Inspired by extraordinary molecular features from the natural world, our research develops new approaches for disease prevention and therapy. By engineering and evolving proteins and cellular systems, our projects range from fundamental analysis of protein interactions through to clinical application.


Gastrobodies for targeting in the gut 

There is an extensive pharmacology of small molecules drugs working successfully in the gut, but the gut is highly effective at degrading proteins. This has prevented the use of antibodies or antibody mimetics for therapeutic targeting in the GI tract. There are a huge range of bacterial/viral infections, cancers and autoimmune diseases where protein-based targeting in the gut could give benefit.

We harnessed a protein from soybean with exceptional resistance to the high hydrochloric acid and pepsin concentrations of the stomach. By computational design and evolution, we established a new antibody mimetic called the gastrobody. Gastrobodies could bind and inhibit a C. difficile toxin important for disease progression. We are currently developing the potential of this new targeting platform towards a range of applications in animal and human health.


Immuno-engineering and Global Health

Developing an effective vaccine may be the most effective way to improve human health. We have established an approach to accelerate vaccine development, through our Plug-and-Protect platform. A limiting factor in vaccine generation is the difficulty of turning a promising target protein into the kind of assembly that would give long-lasting disease protection. We showed rapid and efficient decoration of virus-like particles, which elicited a strong immune response even with only a single injection. We have demonstrated potent immunization towards the global health challenge of malaria.

Our platform is now being used by many groups against cancer and various infectious diseases, e.g. HIV, influenza, outbreak pathogens (including SARS-CoV-2), and veterinary diseases. The Plug-and-Protect platform has entered clinical trials for Covid-19, with other trials in preparation (CMV, malaria, pan-sarbecovirus). Our lab’s current focus is the tailoring of antigens and protein nanoparticles, as well as establishing principles of immune signalling. Thereby we aim to develop a subsequent generation of vaccine systems, to protect against the most challenging rapidly-evolving diseases.

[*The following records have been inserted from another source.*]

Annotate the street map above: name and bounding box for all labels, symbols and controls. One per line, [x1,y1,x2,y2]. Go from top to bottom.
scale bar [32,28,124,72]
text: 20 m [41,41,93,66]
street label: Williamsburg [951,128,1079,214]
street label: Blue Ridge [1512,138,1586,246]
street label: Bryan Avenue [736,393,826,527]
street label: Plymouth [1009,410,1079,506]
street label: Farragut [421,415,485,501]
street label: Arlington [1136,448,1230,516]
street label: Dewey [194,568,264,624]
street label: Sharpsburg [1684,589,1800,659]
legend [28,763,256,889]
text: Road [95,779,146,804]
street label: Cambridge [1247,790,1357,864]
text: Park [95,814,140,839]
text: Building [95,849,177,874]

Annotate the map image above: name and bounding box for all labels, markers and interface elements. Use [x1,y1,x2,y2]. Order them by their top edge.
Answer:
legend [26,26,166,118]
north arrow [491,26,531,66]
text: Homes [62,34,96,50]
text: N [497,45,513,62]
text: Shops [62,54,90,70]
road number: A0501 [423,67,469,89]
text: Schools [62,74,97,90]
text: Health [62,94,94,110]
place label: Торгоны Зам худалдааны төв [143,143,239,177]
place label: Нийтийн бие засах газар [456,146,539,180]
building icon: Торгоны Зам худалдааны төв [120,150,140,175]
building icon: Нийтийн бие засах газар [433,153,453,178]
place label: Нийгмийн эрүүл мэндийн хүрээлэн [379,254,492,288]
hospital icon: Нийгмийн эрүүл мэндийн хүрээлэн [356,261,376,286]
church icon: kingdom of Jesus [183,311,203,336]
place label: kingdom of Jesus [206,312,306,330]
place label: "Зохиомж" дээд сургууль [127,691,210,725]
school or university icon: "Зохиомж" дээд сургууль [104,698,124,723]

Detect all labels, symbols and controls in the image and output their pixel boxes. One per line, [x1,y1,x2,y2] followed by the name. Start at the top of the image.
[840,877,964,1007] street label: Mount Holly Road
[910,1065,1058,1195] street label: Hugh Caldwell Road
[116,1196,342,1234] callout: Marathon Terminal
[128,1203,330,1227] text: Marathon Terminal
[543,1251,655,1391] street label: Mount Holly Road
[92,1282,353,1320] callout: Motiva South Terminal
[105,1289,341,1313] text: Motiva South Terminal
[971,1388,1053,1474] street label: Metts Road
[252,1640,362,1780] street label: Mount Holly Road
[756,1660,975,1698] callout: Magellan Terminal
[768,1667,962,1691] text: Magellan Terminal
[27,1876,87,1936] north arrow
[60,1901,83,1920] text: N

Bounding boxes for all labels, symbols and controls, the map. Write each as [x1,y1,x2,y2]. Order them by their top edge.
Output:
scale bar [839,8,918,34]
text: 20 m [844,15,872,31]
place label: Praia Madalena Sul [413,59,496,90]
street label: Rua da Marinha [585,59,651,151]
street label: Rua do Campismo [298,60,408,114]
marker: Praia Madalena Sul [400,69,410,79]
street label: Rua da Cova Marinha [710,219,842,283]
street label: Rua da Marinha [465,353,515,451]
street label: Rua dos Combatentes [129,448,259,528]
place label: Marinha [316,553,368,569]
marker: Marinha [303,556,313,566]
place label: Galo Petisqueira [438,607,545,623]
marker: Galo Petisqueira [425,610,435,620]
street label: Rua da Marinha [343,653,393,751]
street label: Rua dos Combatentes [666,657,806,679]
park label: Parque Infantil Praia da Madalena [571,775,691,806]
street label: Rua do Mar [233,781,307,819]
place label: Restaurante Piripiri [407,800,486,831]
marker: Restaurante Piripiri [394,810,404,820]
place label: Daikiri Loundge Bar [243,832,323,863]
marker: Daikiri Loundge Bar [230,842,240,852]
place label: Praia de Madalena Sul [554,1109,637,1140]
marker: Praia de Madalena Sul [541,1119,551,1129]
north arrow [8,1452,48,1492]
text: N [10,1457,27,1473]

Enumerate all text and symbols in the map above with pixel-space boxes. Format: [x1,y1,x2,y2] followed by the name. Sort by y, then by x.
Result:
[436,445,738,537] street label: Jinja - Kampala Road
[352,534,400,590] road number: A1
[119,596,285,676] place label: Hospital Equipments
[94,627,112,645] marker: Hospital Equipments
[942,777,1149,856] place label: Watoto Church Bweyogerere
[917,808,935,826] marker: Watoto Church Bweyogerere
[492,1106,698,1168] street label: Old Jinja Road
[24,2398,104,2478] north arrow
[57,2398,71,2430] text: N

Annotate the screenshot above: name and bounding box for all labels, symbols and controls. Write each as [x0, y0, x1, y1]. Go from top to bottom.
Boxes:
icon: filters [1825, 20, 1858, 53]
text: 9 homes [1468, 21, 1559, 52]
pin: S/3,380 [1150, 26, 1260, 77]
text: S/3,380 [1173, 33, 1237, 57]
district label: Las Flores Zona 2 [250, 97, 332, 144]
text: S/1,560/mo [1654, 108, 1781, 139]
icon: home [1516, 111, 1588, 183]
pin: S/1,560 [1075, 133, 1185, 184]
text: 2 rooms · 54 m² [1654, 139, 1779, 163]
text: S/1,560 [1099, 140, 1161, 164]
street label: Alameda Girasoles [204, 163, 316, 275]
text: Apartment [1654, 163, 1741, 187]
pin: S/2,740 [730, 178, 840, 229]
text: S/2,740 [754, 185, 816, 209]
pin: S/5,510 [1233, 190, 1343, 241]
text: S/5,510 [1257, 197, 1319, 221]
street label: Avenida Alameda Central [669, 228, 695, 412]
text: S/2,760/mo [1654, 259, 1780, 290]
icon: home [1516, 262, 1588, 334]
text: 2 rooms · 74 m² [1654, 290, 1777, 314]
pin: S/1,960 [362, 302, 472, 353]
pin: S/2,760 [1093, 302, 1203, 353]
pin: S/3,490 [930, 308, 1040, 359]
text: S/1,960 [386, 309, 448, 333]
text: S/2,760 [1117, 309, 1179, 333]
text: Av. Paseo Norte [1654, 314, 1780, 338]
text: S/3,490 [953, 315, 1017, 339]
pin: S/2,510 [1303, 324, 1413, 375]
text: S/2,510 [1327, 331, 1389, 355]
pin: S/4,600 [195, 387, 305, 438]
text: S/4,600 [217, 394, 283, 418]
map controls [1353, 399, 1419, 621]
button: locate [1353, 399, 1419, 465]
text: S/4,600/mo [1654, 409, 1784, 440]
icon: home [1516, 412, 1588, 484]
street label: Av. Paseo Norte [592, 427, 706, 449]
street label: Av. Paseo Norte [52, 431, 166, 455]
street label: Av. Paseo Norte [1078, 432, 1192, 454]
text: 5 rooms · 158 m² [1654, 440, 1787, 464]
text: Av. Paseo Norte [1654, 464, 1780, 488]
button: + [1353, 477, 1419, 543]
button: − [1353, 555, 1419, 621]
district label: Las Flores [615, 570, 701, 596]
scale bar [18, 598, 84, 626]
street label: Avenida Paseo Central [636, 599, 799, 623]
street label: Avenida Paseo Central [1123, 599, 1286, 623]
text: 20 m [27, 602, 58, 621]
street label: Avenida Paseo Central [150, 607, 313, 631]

Superglues from Bacteria and Antibody Teams

We have harnessed an amazing feature of the hairs (pili) on the pathogenic bacterium Streptococcus pyogenes. This enabled us to form a spontaneous isopeptide bond between genetically-encoded protein and peptide partners. This interaction is unbreakable, including against high forces in biological systems (blood flow, cell migration). Our favourite pair, SpyTag with SpyCatcher, is being applied by hundreds of labs around the world for diverse areas of basic research and biotechnology. We have used computational design and evolution through phage display to create the first genetically-encoded interaction reacting at the diffusion limit and approaching infinite affinity.

Through this principle, we have created a series of protein superglues. We are extending this new class of protein interaction, to create novel possibilities for synthetic biology. One focus is to enhance how antibodies are used and combined: we are building protein teams for combinatorial control of CAR-T cell and cancer cell signalling, towards more precise and potent therapeutics.


Cell Therapy

Our studies on the limits of cancer cell capture made clear that even the best antibody interactions are not good enough. We have developed a new class of binding proteins that form covalent bonds to endogenous protein targets. NeissLock was engineered from an adhesion system from Neisseria meningitidis and forms an anhydride in response to calcium, allowing inducible proximity ligation. Protein ligands that never let go of their targets could transform how cells are modified for therapeutic application. Cell therapies can allow pharmacology quite different to small molecule or protein therapeutics. We are advancing NeissLock technology to overcome barriers in cancer immunotherapy and to harness the unique long circulation of red blood cells for sustained therapeutic activity.